• [What you have to do] Report every line of the data that includes "direction".

• [Material shown]
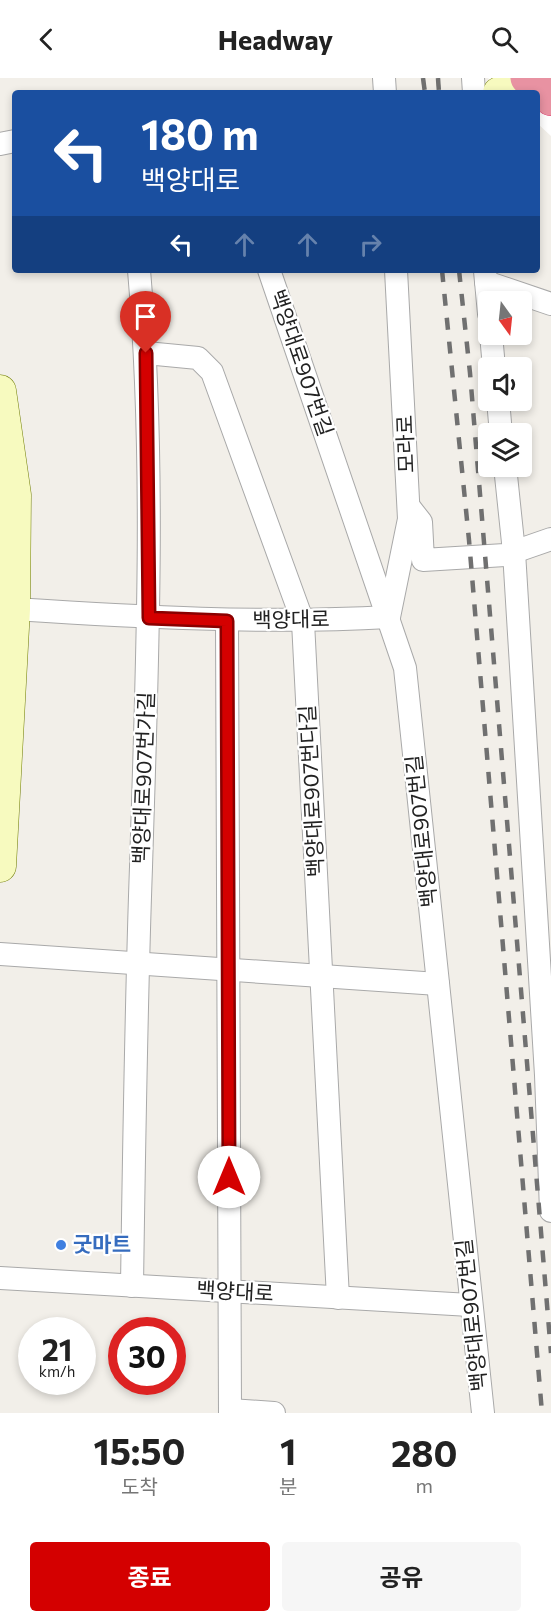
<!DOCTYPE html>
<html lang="ko">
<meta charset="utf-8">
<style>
:root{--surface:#fff;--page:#f6f6f6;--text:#222;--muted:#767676;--accent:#d40000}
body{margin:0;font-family:Commissioner,"Noto Sans KR",sans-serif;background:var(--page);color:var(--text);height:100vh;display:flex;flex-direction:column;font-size:22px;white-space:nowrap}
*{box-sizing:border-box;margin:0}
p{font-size:20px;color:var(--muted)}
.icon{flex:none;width:33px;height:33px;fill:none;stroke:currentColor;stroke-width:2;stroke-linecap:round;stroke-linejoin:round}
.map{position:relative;height:1335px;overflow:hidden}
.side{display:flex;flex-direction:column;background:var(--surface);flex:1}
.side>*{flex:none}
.banner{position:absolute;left:12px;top:12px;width:528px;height:183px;border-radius:6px;box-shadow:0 3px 9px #0003;background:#1a4fa0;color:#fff;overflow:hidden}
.needle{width:39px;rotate:165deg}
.tools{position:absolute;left:478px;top:213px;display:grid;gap:12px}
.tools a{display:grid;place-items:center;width:54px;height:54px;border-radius:6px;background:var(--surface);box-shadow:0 3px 9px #0003;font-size:30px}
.speed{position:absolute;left:18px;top:1239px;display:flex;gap:12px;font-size:30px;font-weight:700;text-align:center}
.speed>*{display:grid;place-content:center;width:78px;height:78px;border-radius:50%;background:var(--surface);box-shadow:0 3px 9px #0003;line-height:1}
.speed small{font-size:15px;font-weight:400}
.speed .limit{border:9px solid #d22;background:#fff;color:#111}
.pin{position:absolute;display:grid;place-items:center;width:51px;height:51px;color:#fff;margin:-62px -26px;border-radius:50% 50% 50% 0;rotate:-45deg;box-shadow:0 0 6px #0007}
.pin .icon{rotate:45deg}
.me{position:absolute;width:66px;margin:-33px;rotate:0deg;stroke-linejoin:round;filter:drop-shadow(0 0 4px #0008)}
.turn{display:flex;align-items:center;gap:21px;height:126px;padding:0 30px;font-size:27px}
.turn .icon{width:78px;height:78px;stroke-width:2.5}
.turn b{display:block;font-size:42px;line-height:51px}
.lanes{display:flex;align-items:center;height:57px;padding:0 30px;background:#0003;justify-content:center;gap:30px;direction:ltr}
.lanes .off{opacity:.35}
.eta{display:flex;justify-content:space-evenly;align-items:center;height:102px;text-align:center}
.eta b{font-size:36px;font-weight:700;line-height:42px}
.button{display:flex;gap:12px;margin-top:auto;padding:12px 30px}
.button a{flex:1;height:69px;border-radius:6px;background:var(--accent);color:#fff;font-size:24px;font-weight:700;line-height:69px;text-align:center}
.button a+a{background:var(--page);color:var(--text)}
header{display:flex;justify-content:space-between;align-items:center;height:78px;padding:0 30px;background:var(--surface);font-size:27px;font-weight:700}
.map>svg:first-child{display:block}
.pier{fill:#fff}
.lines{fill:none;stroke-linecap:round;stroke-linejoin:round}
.street-casing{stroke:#a9a9a9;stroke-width:24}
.secondary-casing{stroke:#707d05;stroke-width:33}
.highway-casing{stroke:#dc2a67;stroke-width:34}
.street{stroke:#fff;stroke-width:22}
.secondary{stroke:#f7fabf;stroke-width:32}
.highway{stroke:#e892a2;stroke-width:33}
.rail{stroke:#707070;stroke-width:4.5;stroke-dasharray:12 12;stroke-linecap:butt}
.route-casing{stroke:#8a0000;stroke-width:15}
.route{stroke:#d40000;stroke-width:10}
.shop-dot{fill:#3f7fe0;stroke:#fff;stroke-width:2}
.labels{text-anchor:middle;stroke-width:4.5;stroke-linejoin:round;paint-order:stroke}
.street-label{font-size:21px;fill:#222;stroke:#fff}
.shop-label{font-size:21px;font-weight:bold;fill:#366cbe;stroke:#fff;text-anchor:start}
</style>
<header><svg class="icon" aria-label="back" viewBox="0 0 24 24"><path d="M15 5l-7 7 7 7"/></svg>Headway<svg class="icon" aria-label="search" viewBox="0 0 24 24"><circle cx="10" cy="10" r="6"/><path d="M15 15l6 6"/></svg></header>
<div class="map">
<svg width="551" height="1335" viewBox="0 0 551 1335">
<rect width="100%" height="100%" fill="#f2efe9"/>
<path class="pier" d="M488 0H551V58L537 45V15H504Z"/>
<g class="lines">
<defs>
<g id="street">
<path d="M384 0 385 15"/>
<path d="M473 0 474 15"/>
<path d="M0 66 15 63"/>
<path d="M269 192 405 590 483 1335"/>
<path d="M485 193 489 236"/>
<path d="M486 204 551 226"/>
<path d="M491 256 494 290"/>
<path d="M146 275 198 280 212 294 303 544 338 1220"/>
<path d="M498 322 501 356"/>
<path d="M505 388 514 474 546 997 551 1133"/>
<path d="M410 430 421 444 423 482 505 477 551 461"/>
<path d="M14 531C139 539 263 546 389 539L409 441 396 192"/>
<path d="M227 543 230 1335"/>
<path d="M0 876 438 906"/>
<path d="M0 1200 470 1227"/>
<path d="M132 1208C134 1068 136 928 141 789 147 590 156 390 139 192"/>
<path d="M230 1332 274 1335"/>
</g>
<g id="secondary">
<path d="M499 15 522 2"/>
<path d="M0 313 15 417 14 531 0 788"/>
</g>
<path id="highway" d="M527 0 551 21"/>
</defs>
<use href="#street" class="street-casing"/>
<use href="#secondary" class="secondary-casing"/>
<use href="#highway" class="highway-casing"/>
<use href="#street" class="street"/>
<use href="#secondary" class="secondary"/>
<use href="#highway" class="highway"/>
<g class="rail">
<path d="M423 0 425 15"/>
<path d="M438 0 439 15"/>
<path d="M442 192 469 462 542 1335"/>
<path d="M459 192 470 295 551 1275"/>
</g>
</g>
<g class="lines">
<defs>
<path id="route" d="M146 275 149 540 227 543 229 1099"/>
</defs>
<use href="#route" class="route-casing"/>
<use href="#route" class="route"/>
</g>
<circle class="shop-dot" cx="61" cy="1167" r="6"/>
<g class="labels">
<g class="street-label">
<text transform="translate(301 285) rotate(71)" y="7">백양대로907번길</text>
<text transform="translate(406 366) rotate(-92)" y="7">모라로</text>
<text transform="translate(291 542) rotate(-1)" y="7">백양대로</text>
<text transform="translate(144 700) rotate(-88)" y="7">백양대로907번가길</text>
<text transform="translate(312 713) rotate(-93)" y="7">백양대로907번다길</text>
<text transform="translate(422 753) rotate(-96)" y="7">백양대로907번길</text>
<text transform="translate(235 1214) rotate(3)" y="7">백양대로</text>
<text transform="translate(472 1237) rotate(-96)" y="7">백양대로907번길</text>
</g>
<g class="shop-label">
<text x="73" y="1174">굿마트</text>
</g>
</g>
</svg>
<div class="tools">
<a><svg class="needle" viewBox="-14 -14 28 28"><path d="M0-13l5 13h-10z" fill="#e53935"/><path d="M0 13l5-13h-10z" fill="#767676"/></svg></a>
<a><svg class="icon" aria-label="sound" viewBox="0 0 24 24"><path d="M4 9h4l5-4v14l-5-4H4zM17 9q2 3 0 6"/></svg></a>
<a><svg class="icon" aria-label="layers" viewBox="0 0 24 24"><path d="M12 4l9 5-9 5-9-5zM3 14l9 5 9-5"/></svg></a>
</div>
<div class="speed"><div>21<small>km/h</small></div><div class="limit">30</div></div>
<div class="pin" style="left:146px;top:275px;background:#d93025"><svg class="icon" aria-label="arrive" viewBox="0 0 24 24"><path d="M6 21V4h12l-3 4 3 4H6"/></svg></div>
<svg class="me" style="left:229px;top:1099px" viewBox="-20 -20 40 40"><circle r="19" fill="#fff"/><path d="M0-13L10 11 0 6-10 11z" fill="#d40000"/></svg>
<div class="banner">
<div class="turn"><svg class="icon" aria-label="left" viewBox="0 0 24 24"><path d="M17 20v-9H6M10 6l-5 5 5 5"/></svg><div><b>180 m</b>백양대로</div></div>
<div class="lanes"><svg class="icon" aria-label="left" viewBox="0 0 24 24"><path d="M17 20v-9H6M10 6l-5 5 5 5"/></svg><svg class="icon off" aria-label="ahead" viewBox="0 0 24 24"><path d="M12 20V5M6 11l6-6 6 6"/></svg><svg class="icon off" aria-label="ahead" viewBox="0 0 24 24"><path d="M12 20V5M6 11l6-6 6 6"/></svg><svg class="icon off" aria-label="right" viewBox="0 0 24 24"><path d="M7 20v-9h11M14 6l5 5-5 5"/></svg></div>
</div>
</div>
<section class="side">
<div class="eta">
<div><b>15:50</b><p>도착</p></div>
<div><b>1</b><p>분</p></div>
<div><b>280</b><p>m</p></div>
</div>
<div class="button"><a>종료</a><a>공유</a></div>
</section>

• [Answer section]
body{margin:0;font-family:Commissioner,"Noto Sans KR",sans-serif;background:var(--page);color:var(--text);height:100vh;display:flex;flex-direction:column;font-size:22px;white-space:nowrap}
.side{display:flex;flex-direction:column;background:var(--surface);flex:1}
.lanes{display:flex;align-items:center;height:57px;padding:0 30px;background:#0003;justify-content:center;gap:30px;direction:ltr}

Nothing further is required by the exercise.